On Monday, state Revenue Secretary Eileen McNulty said Pennsylvania would resume normal processing of returns with an extra layer of security.

New Jersey also implemented extra security, though officials say no TurboTax customers from the Garden state have been affected so far.

“We’re certainly aware of the situation and trying to protect the identities of the New Jersey taxpayers,” said Perone.

Two Delaware residents reported fraud linked to TurboTax last week, according to Director of Revenue Patrick Clark.
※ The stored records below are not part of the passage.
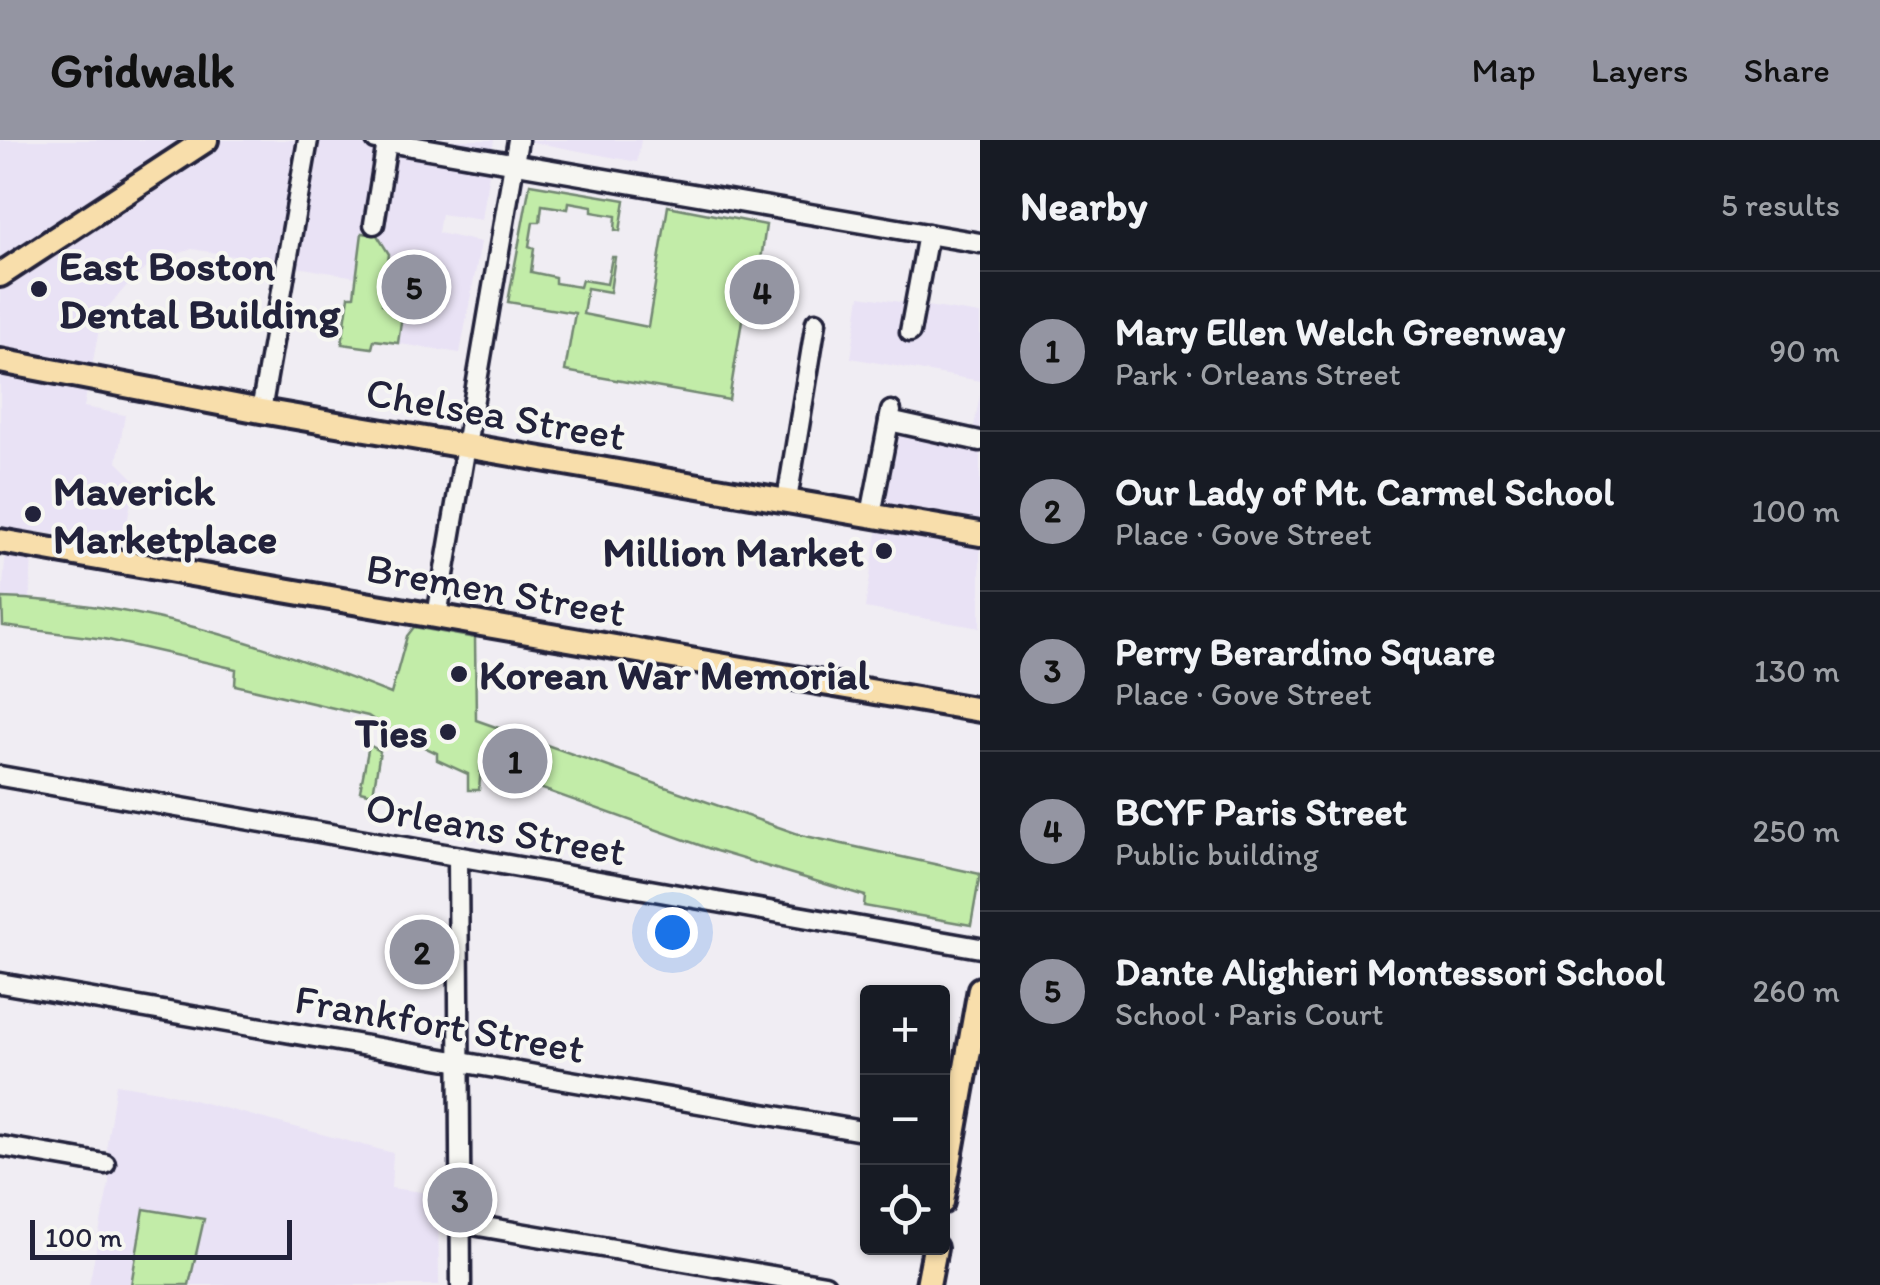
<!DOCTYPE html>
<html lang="en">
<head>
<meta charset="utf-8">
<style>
  body { margin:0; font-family:Itim,sans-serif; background:#20242c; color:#f1f3f6 }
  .controls { position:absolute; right:30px; bottom:30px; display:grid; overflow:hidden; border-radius:10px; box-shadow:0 2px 8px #0004 }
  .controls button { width:90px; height:90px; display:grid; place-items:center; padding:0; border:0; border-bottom:2px solid #363941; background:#171b24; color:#f1f3f6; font:50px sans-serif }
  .scale { position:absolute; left:30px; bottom:25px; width:262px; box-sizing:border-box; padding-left:10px; border:5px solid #22223b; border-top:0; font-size:28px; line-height:35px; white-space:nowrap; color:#22223b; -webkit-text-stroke:8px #f6f6f2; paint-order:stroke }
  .you { position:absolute; left:672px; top:792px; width:35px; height:35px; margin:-25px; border:8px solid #fff; border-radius:50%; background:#1a73e8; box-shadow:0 0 0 15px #1a73e833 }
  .badge { display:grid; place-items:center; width:65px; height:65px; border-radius:50%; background:#9495a2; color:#111; font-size:32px; font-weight:700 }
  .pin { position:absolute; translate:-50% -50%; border:5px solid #fff; box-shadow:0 2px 10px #0006 }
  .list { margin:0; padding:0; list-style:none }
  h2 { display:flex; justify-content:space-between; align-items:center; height:130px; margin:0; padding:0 40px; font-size:42px }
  h2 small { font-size:32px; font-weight:400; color:#9ea1a6 }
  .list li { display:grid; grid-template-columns:65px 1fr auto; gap:30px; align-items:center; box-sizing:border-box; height:160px; padding:0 40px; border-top:2px solid #363941 }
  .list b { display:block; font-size:38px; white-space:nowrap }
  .list p { margin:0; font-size:32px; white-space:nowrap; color:#9ea1a6 }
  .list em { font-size:32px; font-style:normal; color:#9ea1a6 }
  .icon { flex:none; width:55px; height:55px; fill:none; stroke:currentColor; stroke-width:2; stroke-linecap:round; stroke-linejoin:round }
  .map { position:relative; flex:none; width:980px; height:1145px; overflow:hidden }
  header { display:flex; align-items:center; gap:60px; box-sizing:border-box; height:140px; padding:0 50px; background:#9495a2; color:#111 }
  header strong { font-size:48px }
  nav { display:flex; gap:55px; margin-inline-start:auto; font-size:35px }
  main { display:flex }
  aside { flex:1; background:#171b24 }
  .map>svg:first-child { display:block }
  .built { fill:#e9e2f5 }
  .green { fill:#c2eca8; stroke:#728772; stroke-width:2.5 }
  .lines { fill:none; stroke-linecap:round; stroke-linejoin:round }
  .minor-casing { stroke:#22223b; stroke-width:25 }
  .major-casing { stroke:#22223b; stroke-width:30 }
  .minor { stroke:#f6f6f2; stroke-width:18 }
  .major { stroke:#f8deab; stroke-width:22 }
  .poi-dot { fill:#22223b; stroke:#f6f6f2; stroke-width:4 }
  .labels { text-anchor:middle; stroke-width:8; stroke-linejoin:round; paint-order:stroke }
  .poi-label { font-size:42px; font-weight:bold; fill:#22223b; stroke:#f6f6f2; text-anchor:start }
  .street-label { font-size:42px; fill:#22223b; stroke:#f6f6f2 }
</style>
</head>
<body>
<header>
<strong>Gridwalk</strong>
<nav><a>Map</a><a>Layers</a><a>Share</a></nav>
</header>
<main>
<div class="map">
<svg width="980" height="1145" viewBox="0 0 980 1145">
  <rect width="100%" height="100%" fill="#f0edf3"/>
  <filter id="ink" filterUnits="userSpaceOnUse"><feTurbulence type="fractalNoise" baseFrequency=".01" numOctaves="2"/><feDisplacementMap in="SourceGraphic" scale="20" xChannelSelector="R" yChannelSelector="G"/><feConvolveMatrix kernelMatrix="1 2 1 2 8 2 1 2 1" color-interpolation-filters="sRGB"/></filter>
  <g filter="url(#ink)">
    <g class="built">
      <polygon points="0,0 494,0 482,80 441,74 438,93 481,102 460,213 374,200 372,208 342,204 349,156 354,156 356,137 192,109 162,119 136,135 102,174 84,267 125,275 117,322 135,340 123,404 33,391 30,458 2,458 5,421 3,386 0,385"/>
      <polygon points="522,0 641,0 637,22"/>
      <polygon points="860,156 980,174 980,241 851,218"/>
      <polygon points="980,255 980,488 865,468 894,286 971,302"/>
      <polygon points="116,944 159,951 393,1013 391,1048 438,1054 439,1145 89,1145 109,1042 107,1003"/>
    </g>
    <g class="green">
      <polygon points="530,44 625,60 620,91 615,90 616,76 592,72 592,66 569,62 568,69 542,65 540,82 533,82 529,106 534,108 531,132 555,137 555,143 580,147 582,140 607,144 612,117 615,117 610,152 587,148 583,174 648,187 668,66 766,85 761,120 749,137 729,260 565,231 575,173 508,162"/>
      <polygon points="362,93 377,95 389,114 382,164 403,168 398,203 374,200 372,208 342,204 349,156 354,156"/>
      <path d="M2,458C139,462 265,504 391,554L407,496L414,487L475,498L476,580L801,695L980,734L971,785L864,766L865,756L716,711L481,627L479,650H468V634L437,620V613L392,592L368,576L235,545L236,529L104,499L3,486Z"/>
      <polygon points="369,605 380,611 373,654 360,651"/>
      <polygon points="144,1069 204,1079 189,1145 131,1145"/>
    </g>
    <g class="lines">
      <defs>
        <g id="minor">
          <polyline points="376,0 980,103"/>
          <polyline points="374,84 387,2"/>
          <polyline points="910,192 928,94"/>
          <polyline points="261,271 308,0"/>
          <polyline points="889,281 980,301"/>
          <polyline points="787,360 816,182"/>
          <polyline points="871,375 891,271"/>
          <polyline points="437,476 518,0"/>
          <polyline points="0,636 980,808"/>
          <polyline points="458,717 461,1145"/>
          <polyline points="0,843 868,992"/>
          <polyline points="0,1006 105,1024"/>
          <polyline points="461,1083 825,1145"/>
        </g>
        <g id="major">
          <polyline points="0,135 206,0"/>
          <polyline points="0,221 261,271 980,394"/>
          <polyline points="0,401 980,570"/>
          <polyline points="942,1062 980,849"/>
          <polyline points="928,1145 935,1108"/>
        </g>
      </defs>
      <use href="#minor" class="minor-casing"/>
      <use href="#major" class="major-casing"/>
      <use href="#minor" class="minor"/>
      <use href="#major" class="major"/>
    </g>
  </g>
  <g class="poi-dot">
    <circle cx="39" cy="149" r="10"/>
    <circle cx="33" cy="374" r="10"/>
    <circle cx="884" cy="411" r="10"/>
    <circle cx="459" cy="534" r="10"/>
    <circle cx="448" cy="592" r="10"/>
  </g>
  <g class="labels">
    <g class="poi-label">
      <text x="59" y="140">East Boston<tspan x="59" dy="48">Dental Building</tspan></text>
      <text x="53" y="365">Maverick<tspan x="53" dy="48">Marketplace</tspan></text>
      <text x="864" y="426" text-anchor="end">Million Market</text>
      <text x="479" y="549">Korean War Memorial</text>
      <text x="428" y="607" text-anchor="end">Ties</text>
    </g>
    <g class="street-label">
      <text transform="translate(496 273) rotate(10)" y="15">Chelsea Street</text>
      <text transform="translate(496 449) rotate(10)" y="15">Bremen Street</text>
      <text transform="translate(496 688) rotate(10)" y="15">Orleans Street</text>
      <text transform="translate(440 883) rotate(10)" y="15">Frankfort Street</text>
    </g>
  </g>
</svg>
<div class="controls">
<button>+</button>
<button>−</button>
<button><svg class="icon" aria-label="locate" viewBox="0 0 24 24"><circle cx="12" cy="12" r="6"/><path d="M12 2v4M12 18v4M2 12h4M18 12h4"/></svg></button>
</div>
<div class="scale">100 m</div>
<div class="you"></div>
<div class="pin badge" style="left:515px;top:621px">1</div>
<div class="pin badge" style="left:422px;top:812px">2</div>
<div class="pin badge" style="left:460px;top:1060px">3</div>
<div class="pin badge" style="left:762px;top:152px">4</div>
<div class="pin badge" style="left:414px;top:147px">5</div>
</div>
<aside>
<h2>Nearby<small>5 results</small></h2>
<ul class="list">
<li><span class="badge">1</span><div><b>Mary Ellen Welch Greenway</b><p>Park · Orleans Street</p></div><em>90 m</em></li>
<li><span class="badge">2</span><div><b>Our Lady of Mt. Carmel School</b><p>Place · Gove Street</p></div><em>100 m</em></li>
<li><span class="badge">3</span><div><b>Perry Berardino Square</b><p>Place · Gove Street</p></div><em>130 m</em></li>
<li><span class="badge">4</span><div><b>BCYF Paris Street</b><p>Public building</p></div><em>250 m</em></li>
<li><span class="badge">5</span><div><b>Dante Alighieri Montessori School</b><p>School · Paris Court</p></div><em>260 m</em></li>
</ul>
</aside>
</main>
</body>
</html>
He said extra security filters were being put in place, but the state did not suspend any refund payments.

“Two is not a tidal wave,” said Clark. “We’ll see a few thousand fraudulent returns a year, and we’re a small state.”

In fact, not only is Delaware disbursing refunds at a faster pace than last year — on average about four days compared with five and a half — but just half the number of returns are being held for additional screening as were held this time last year, according to Clark.

“I don’t anticipate that it will be a significant slowdown in time to issue a refund compared to last year,” he said.

Intuit Inc. maintains the fraud attempts were from information stolen elsewhere, and not from a security breach. The company resumed processing state returns last week.

“We understand the role we play in this important industry issue and continuously monitor our systems in search of suspicious activity,” said Intuit CEO Brad Smith in a statement last week.

“We’re working with the states to remedy the situation quickly.”